Después de la aventura que supuso llegar hasta Suiza desde donde salía mi vuelo, el avión aterrizó en Barajas. En el aeropuerto se respiraba tensión, tristeza y silencio. Mi madre estaba esperando al otro lado de la puerta. «Tu padre ha empezado con fiebre esta mañana».

La llegada a casa fue aún más extraña. Nada de grandes abrazos, recibimientos entusiastas. Tensión, organización. «Papá está aislado en la habitación. No puedes entrar. Salúdale desde la puerta. No puedes ver a tus amigos. No puedes salir de casa. Estamos todos en aislamiento domiciliario». Ayer estaba tomándome una cerveza en una terraza de Alemania y hoy estoy en la boca del lobo.

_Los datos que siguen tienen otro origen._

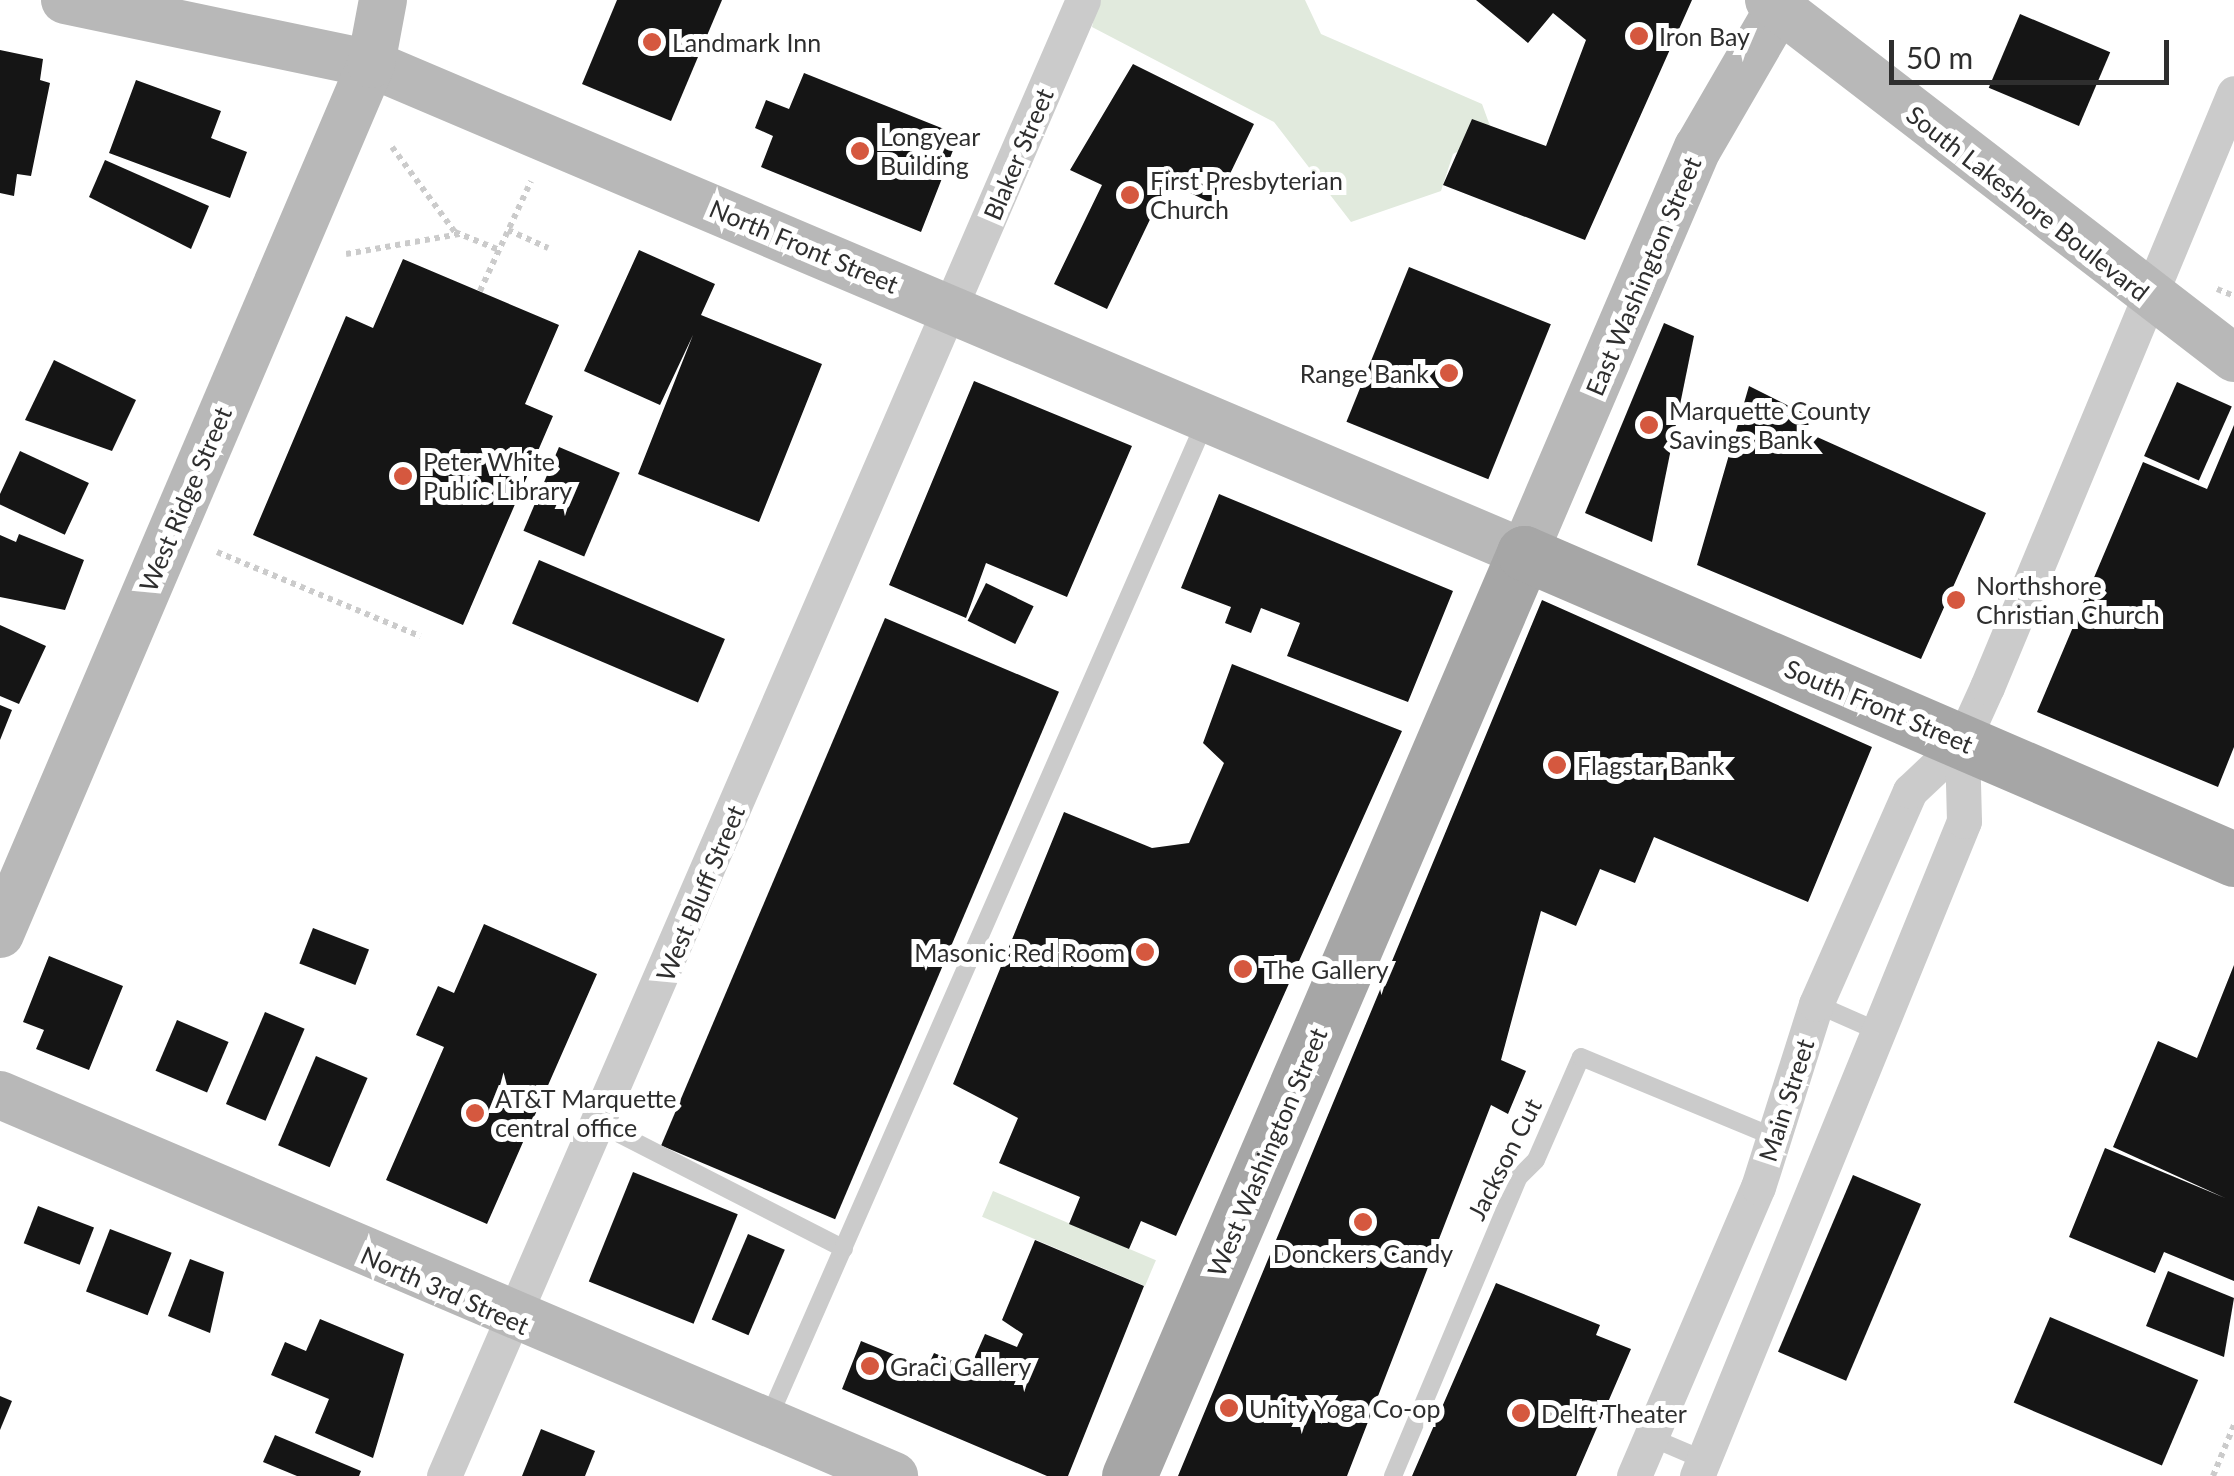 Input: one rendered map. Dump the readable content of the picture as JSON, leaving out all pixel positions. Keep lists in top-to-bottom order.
{
  "streets": {
    "main road": ["South Front Street", "West Washington Street"],
    "street": [
      "Blaker Street",
      "South Lakeshore Boulevard",
      "North Front Street",
      "East Washington Street",
      "West Ridge Street",
      "West Bluff Street",
      "Main Street",
      "North 3rd Street"
    ],
    "lane": ["Jackson Cut"]
  },
  "crossings": [
    ["Blaker Street", "North Front Street"],
    ["Blaker Street", "West Bluff Street"],
    ["South Lakeshore Boulevard", "East Washington Street"],
    ["South Lakeshore Boulevard", "Main Street"],
    ["North Front Street", "East Washington Street"],
    ["North Front Street", "West Ridge Street"],
    ["North Front Street", "South Front Street"],
    ["North Front Street", "West Bluff Street"],
    ["North Front Street", "West Washington Street"],
    ["East Washington Street", "South Front Street"],
    ["East Washington Street", "West Washington Street"],
    ["South Front Street", "Main Street"],
    ["South Front Street", "West Washington Street"],
    ["West Bluff Street", "North 3rd Street"],
    ["Main Street", "Jackson Cut"]
  ],
  "places": [
    "Iron Bay",
    "Landmark Inn",
    "Longyear Building",
    "First Presbyterian Church",
    "Range Bank",
    "Marquette County Savings Bank",
    "Peter White Public Library",
    "Northshore Christian Church",
    "Flagstar Bank",
    "Masonic Red Room",
    "The Gallery",
    "AT&T Marquette central office",
    "Donckers Candy",
    "Graci Gallery",
    "Unity Yoga Co-op",
    "Delft Theater"
  ],
  "scale_bar": "50 m"
} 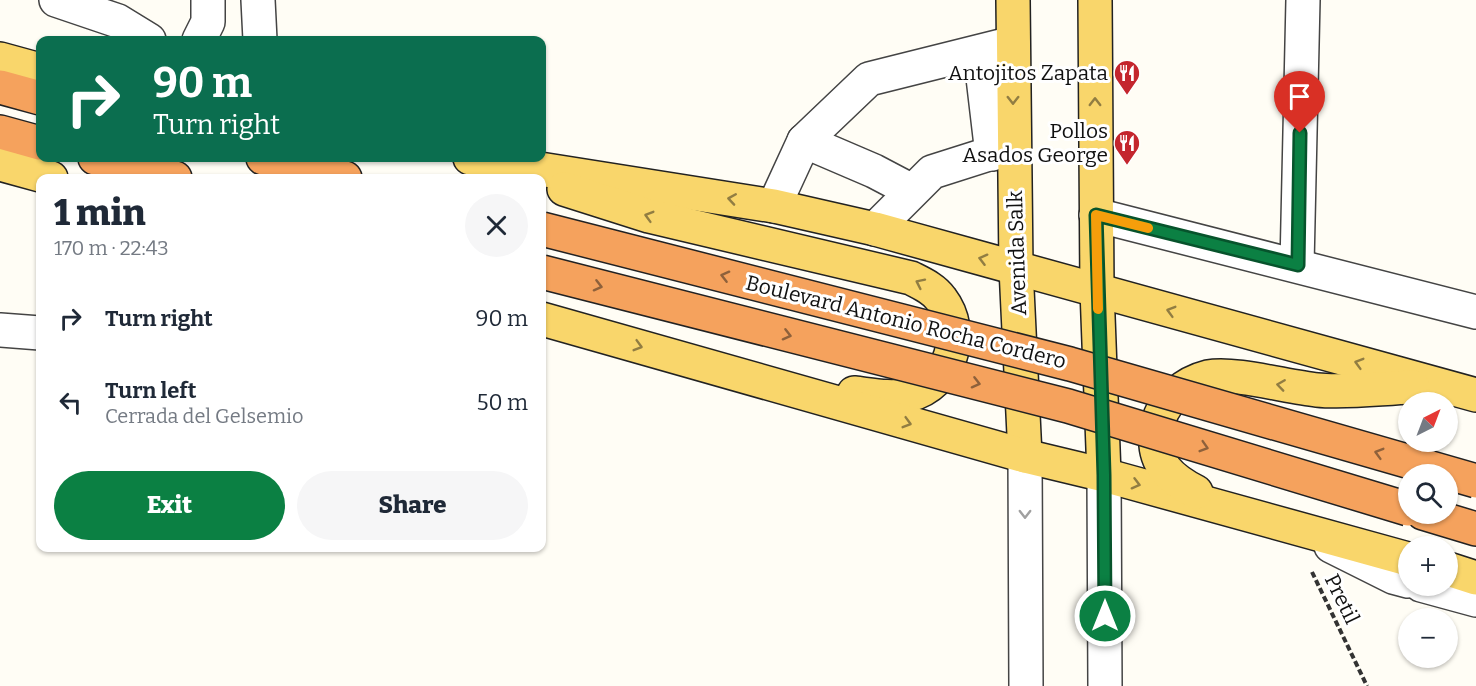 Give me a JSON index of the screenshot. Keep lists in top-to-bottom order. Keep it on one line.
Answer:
{"streets":{"highway":["Boulevard Antonio Rocha Cordero"],"main road":["Avenida Salk"],"path":["Pretil"]},"places":{"restaurant":["Antojitos Zapata","Pollos Asados George"]},"north":"top right","page":{"turn":["90 m","Turn right"],"heading":["1 min","170 m · 22:43"],"list":[{"name":"Turn right","value":"90 m"},{"name":"Turn left","note":"Cerrada del Gelsemio","value":"50 m"}],"map_buttons":["+","−"],"buttons":["Exit","Share"]}} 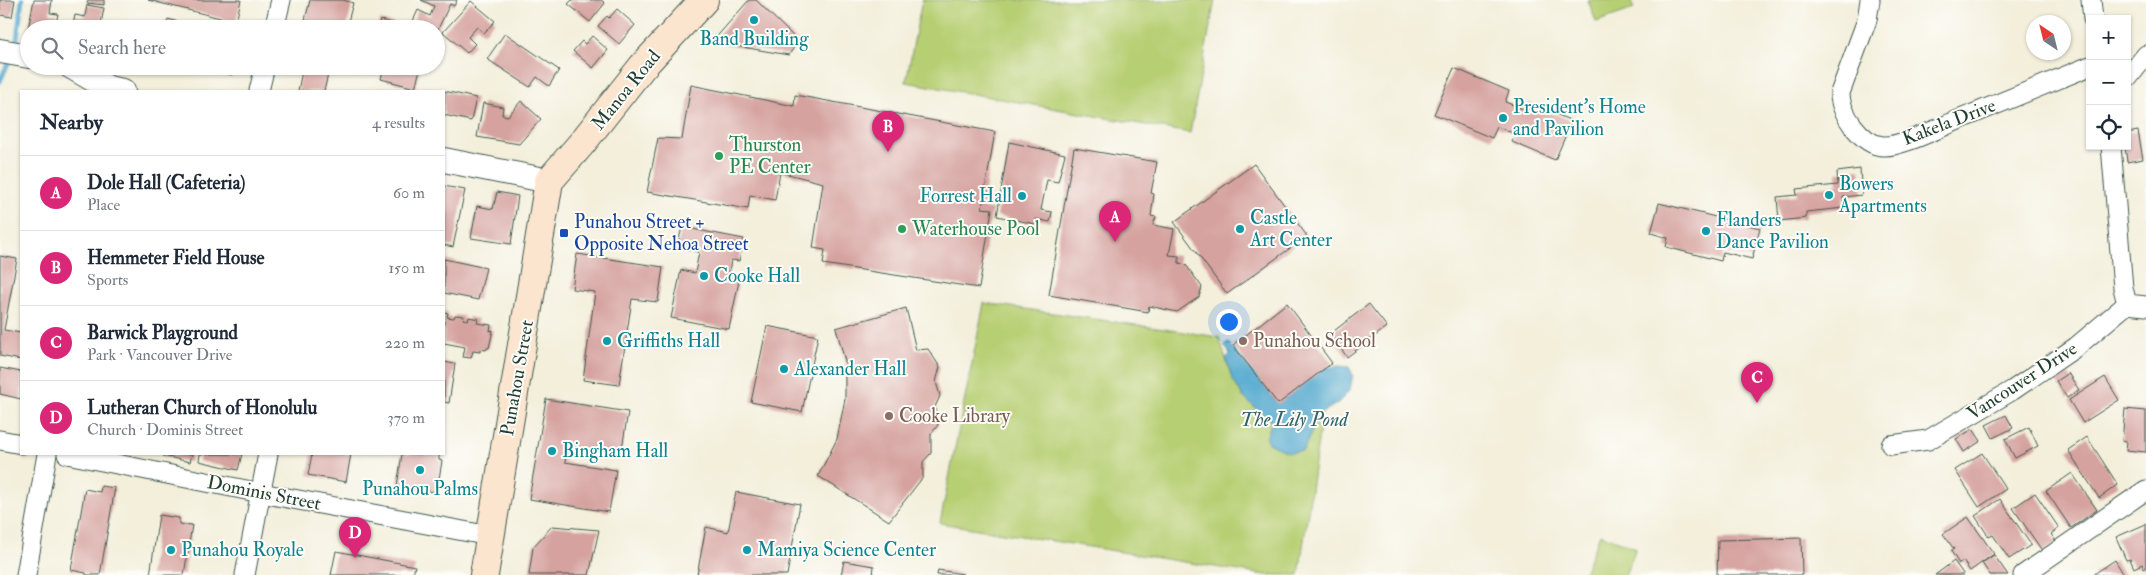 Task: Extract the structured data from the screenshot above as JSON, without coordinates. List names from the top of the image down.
{
  "streets": {
    "main road": ["Manoa Road", "Punahou Street"],
    "street": ["Kakela Drive", "Vancouver Drive", "Dominis Street"]
  },
  "crossings": [
    ["Manoa Road", "Punahou Street"],
    ["Punahou Street", "Dominis Street"]
  ],
  "water": ["The Lily Pond"],
  "places": {
    "other": [
      "Band Building",
      "President's Home and Pavilion",
      "Thurston PE Center",
      "Bowers Apartments",
      "Forrest Hall",
      "Waterhouse Pool",
      "Castle Art Center",
      "Flanders Dance Pavilion",
      "Cooke Hall",
      "Griffiths Hall",
      "Punahou School",
      "Alexander Hall",
      "Cooke Library",
      "Bingham Hall",
      "Punahou Palms",
      "Punahou Royale",
      "Mamiya Science Center"
    ],
    "transit": ["Punahou Street + Opposite Nehoa Street"]
  },
  "north": "top left",
  "page": {
    "map_buttons": ["+", "−"],
    "search": "Search here",
    "heading": ["Nearby", "4 results"],
    "pins": [
      "B",
      "A",
      "C",
      "D"
    ],
    "list": [
      {
        "mark": "A",
        "name": "Dole Hall (Cafeteria)",
        "note": "Place",
        "value": "60 m"
      },
      {
        "mark": "B",
        "name": "Hemmeter Field House",
        "note": "Sports",
        "value": "150 m"
      },
      {
        "mark": "C",
        "name": "Barwick Playground",
        "note": "Park · Vancouver Drive",
        "value": "220 m"
      },
      {
        "mark": "D",
        "name": "Lutheran Church of Honolulu",
        "note": "Church · Dominis Street",
        "value": "370 m"
      }
    ]
  }
}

Días desconcertantes. De termometros, oxímetro y lejía. Lejía por todas partes. Llamadas de médicos. Incertidumbre. Papá empeora. La fiebre no baja. La hidroxicloroquina no funciona. Papá se va al hospital. Neumonía bilateral. PCR positivo. Tiene COVID. 13 horas tirado en un banco metálico de una sala de urgencias. Solo. Tiritando. 39,8 de fiebre. No hay hueco. No hay camas libres.

Pasan los días. Por fin está en una habitación. Tiene los pulmones mal, pero está con oxígeno. Todo controlado. Nos cuenta un médico que tenemos mucha suerte, porque en su ficha de ingreso pone «candidato a UCI». Esa es la parte más cruel y tremenda. Significa que muchos otros no lo son, Que no van a intentar salvarles, porque no hay capacidad sanitaria para todos. ¿En serio? ¿En 2020, en España, se van a morir personas porque no hay hueco ni medios para atenderles? Y entonces pienso en mi amigo y sus abuelos, muertos hace dos días, y me planteo lo que será vivir en una residencia de ancianos.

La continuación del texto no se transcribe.